El 11 de julio de 1998, mi vida fue ominosamente transformada por un encuentro con los temas que alguna vez fueron familiares de mi investigación. Después de haber sido contratado por la Universidad de Wyoming una década antes para estudiar la ecología y el manejo de los saltamontes de los pastizales, pensé que conocía bastante a estos insectos.

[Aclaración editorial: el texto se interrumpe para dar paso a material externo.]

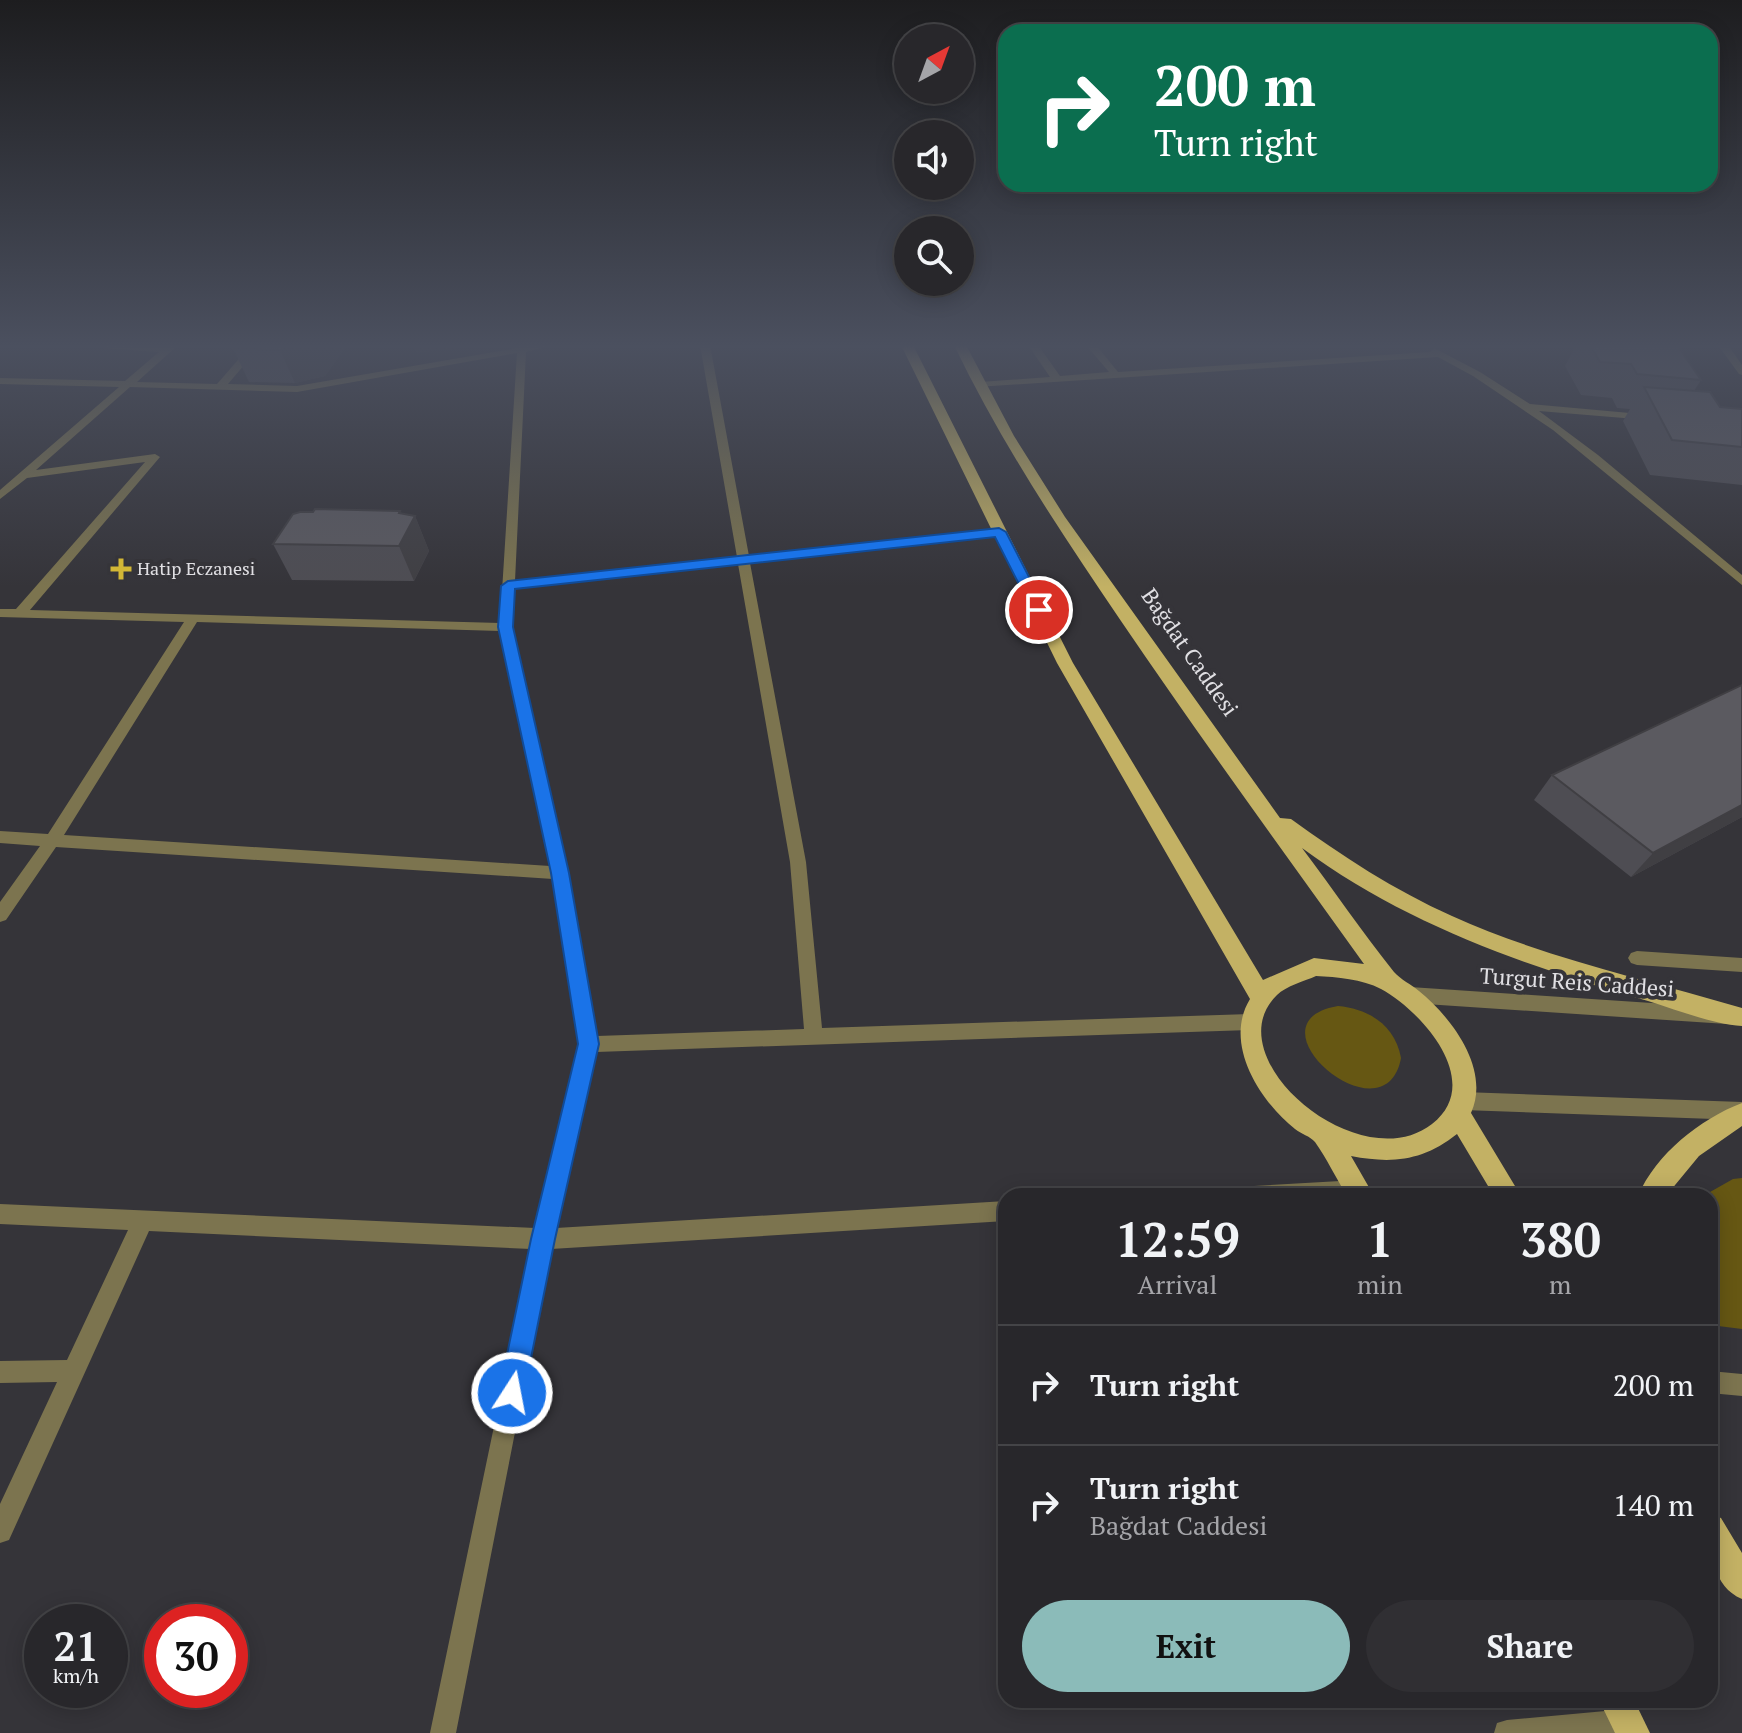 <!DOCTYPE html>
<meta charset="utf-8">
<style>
body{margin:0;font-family:"PT Serif",serif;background:#302f33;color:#f1f3f6;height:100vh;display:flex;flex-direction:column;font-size:30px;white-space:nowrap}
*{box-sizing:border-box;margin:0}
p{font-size:26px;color:#a5a5a9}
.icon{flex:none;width:44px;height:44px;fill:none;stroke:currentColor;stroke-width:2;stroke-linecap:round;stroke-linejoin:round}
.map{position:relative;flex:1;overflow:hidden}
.details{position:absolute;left:998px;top:1188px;width:720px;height:520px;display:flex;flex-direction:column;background:#28272b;border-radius:24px;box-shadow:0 4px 20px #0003,0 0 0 2px #444447}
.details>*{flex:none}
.guide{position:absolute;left:998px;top:24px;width:720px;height:168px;border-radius:24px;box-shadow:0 4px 20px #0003,0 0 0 2px #444447;background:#0b6e4f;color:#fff;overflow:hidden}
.needle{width:52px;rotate:41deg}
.buttons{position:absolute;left:894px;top:24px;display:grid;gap:16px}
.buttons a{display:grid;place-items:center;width:80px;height:80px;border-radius:50%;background:#28272b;box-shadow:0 4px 20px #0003,0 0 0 2px #444447;font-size:40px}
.speed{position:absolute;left:24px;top:1604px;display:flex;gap:16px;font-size:40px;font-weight:700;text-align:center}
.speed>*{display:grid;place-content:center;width:104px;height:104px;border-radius:50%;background:#28272b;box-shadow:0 4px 20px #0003,0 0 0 2px #444447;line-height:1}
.speed small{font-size:20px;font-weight:400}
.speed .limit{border:12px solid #d22;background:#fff;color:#111}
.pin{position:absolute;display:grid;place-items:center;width:68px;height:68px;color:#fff;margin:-34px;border:4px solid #fff;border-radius:50%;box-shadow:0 2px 8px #0007}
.me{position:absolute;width:88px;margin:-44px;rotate:11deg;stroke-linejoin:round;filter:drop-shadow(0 0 6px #0008)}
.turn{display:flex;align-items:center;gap:28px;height:168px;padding:0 24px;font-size:36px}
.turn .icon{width:104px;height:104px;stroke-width:2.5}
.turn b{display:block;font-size:56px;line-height:68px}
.eta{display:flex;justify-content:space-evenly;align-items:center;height:136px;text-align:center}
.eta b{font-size:48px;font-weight:700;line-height:56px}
.primary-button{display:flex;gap:16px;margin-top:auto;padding:16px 24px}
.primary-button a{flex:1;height:92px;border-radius:48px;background:#8bbbb9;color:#111;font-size:32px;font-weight:700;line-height:92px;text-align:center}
.primary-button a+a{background:#302f33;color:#f1f3f6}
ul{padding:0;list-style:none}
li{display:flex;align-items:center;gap:24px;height:120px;padding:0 24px;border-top:2px solid #444447}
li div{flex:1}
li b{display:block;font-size:30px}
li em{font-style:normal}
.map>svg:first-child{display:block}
.green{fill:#665713}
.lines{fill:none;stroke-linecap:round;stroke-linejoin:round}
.service{fill:#7c744f;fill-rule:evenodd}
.minor{fill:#7c744f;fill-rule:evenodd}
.tertiary{fill:#7c744f;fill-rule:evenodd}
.primary{fill:#c3b164;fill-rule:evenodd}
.wall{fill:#4e4d53}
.shaded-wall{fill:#403f43}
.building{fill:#5b5a60;stroke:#403f43;stroke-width:2}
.route{fill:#1a73e8;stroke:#114b97;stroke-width:2}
.poi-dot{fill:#d2b736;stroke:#353439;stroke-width:3}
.labels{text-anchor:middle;stroke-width:8;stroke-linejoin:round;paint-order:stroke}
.far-poi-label{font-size:18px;fill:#e0dfe3;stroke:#353439;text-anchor:start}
.street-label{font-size:22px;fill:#e0dfe3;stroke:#353439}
</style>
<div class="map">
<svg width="1742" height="1733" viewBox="0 0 1742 1733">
<rect width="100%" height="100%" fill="#353439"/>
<g class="green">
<path d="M1338,1006C1369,1009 1395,1025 1401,1058C1385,1144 1242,1022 1338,1006Z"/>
<polygon points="1742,1178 1742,1329 1710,1325 1710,1196 1703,1196 1733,1179"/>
</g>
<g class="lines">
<polygon class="service" points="1637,951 1742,958 1742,972 1637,965 1631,963 1628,958 1631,953"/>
<g class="minor">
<path d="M98,345L165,347L178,345L137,382L217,384L251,345H261L228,384L297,386L517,348V345H553L526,352L515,581L737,557L700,345H710L749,556L999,528L1005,532L999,536L750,563L806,862L822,1028L1250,1014L1256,1016L1259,1022L1256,1028L1250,1030L596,1052L556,1228L1006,1201V1221L551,1249L456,1733H430L531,1249L149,1231L9,1540L0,1543V1504L57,1382L0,1383V1361L67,1360L128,1230L0,1224V1204L535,1228L580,1044L553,879L56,847L6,920L0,922V902L40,846L0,843V831L48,834L184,622L0,617V609H16L145,462L27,478L0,499V490L119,387L0,384V378L125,381L159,352L103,348ZM517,353L500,623L30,610L160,457L155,454L36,470L130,387L297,392ZM738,564L790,862L804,1029L597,1036L568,873L512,627L514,589ZM197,622L500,631L550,866L64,835Z"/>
<polygon points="1028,345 1038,345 1060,376 1109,372 1086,345 1096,345 1118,372 1430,352 1434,348 1480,372 1530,404 1652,415 1653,417 1648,420 1539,411 1598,455 1742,575 1742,585 1553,430 1473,376 1438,357 976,387 976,383 980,382 1050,377"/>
<polygon points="1718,345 1728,345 1742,365 1742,375 1739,374"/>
<polygon points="1358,1180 1365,1183 1368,1190 1366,1196 1244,1196 1247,1189 1254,1186"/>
<polygon points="1710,1371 1742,1374 1742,1396 1710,1393"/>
<polygon points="1627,1709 1636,1713 1640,1722 1636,1731 1633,1733 1494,1733 1497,1723 1507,1720"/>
</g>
<g class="tertiary">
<polygon points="1410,987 1742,1009 1742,1025 1410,1003 1404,1000 1401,995 1404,990"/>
<polygon points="1463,1092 1742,1102 1742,1120 1463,1110 1456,1107 1454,1101 1456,1095"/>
</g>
<g class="primary">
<path d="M901,345H913L1073,663L1263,980L1314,958L1364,964C1282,850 1200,737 1121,621C1060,531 1001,443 954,345H966L1014,436L1065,517L1280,818L1291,819C1342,856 1394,890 1452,916C1545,958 1645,979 1742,1008V1026C1712,1024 1677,1010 1648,1001C1525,966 1405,924 1302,848C1333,889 1362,932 1394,972C1401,980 1411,984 1419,991C1451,1017 1491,1069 1471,1113L1521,1196H1494L1457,1134C1423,1161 1392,1164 1351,1156L1374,1196H1347C1336,1178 1327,1159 1315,1142C1310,1136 1301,1134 1295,1129C1259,1100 1223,1043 1250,999L1057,663ZM1316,976C1337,977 1362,979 1381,989C1423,1012 1485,1083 1432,1124C1359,1181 1213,1057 1277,995C1286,986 1305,981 1316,976Z"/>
<path d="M1742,1103V1126L1699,1156L1666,1196H1638C1656,1154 1700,1119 1742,1103Z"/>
<path d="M1710,1514L1721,1518L1742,1553V1599C1709,1585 1710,1544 1710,1514Z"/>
<polygon points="1599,1700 1634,1700 1650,1733 1615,1733"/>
</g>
</g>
<g class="wall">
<polygon points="347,345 325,376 295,383 249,382 233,348"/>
<polygon points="1576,345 1677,345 1701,380 1694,391 1720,407 1742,409 1742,485 1650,475 1623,421 1630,409 1617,408 1612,398 1581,395 1565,366"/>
<polygon points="401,514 415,516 429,551 414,581 292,580 273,544"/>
<polygon points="1552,775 1742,817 1631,877 1534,800"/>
</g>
<g class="shaded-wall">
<polygon points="303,345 347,345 325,376 295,383 280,350"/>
<polygon points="413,345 490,345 416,353"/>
<polygon points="1289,345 1321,345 1288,348"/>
<polygon points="400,511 408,530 415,516 429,551 414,581 399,546 399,513"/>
<polygon points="1742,805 1742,817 1631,877 1653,853"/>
</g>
<g class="building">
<polygon points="236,345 303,345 280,350 233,348"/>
<polygon points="1590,345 1677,345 1701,380 1637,374 1631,364 1600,362"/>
<polygon points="1644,387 1710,392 1720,407 1742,409 1742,447 1672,440"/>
<polygon points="315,509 400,511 399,513 415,516 399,546 273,544 293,514 300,512 313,512"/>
<polygon points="1742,685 1742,805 1653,853 1552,775"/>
</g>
<linearGradient id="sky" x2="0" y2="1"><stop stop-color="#1d1d1f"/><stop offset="0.59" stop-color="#4b505f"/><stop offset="1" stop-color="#4b505f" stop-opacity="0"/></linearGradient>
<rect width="1742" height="587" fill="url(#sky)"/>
<polygon class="route" points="999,528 1006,532 1046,610 1044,614 1034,614 1032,610 995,537 515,589 513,627 569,873 599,1044 555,1239 524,1393 521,1403 512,1406 502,1403 499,1393 531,1239 578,1044 551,873 498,627 501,586 508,581"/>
<path class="poi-dot" d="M117 557h8v8h8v8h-8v8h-8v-8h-8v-8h8z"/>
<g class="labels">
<g class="far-poi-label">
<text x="137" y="575">Hatip Eczanesi</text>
</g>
<g class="street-label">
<text transform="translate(1190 652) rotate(55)" y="8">Bağdat Caddesi</text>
<text transform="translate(1577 982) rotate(4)" y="8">Turgut Reis Caddesi</text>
</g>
</g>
</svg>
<div class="buttons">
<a><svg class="needle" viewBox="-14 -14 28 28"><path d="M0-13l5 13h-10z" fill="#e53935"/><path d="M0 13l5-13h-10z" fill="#a5a5a9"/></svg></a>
<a><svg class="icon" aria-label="sound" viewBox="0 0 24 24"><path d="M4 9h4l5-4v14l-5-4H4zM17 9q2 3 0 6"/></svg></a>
<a><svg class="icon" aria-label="search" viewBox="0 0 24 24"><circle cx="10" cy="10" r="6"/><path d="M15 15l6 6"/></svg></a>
</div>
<div class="speed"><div>21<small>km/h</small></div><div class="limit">30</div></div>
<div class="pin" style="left:1039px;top:610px;background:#d93025"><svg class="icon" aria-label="arrive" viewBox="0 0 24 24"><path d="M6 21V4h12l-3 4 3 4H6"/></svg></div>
<svg class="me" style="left:512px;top:1393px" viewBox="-20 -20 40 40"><circle r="17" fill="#1a73e8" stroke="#fff" stroke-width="3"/><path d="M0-11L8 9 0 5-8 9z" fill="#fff"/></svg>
<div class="guide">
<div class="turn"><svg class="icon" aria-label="right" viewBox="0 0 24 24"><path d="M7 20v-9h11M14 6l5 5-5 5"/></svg><div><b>200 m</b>Turn right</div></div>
</div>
<section class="details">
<div class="eta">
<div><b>12:59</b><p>Arrival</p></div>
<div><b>1</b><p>min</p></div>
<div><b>380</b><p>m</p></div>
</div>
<ul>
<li><svg class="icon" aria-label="right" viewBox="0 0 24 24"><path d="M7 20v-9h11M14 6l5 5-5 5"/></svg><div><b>Turn right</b></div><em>200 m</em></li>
<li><svg class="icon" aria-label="right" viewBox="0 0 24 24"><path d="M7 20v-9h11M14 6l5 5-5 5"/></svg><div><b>Turn right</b><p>Bağdat Caddesi</p></div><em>140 m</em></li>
</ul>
<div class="primary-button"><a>Exit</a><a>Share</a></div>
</section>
</div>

Había pasado esa mañana fatídica recopilando datos de parcelas de investigación. Una semana antes, mi equipo de campo informó que en el norte, donde se grabaron profundos dibujos en la pradera, los saltamontes estaban alcanzando proporciones bíblicas. Decidí verlo por mí mismo. Los bancos de tierra se elevaron sobre mi cabeza mientras descendía al barranco, donde los insectos se habían agrupado en una alfombra erizada de alas y patas. Mi llegada incitó al pandemonio. Saltamontes rebotaron de mi cara, enredaron sus piernas espinosas en mi cabello, y comenzaron a arrastrarse por los huecos entre los botones de la camisa.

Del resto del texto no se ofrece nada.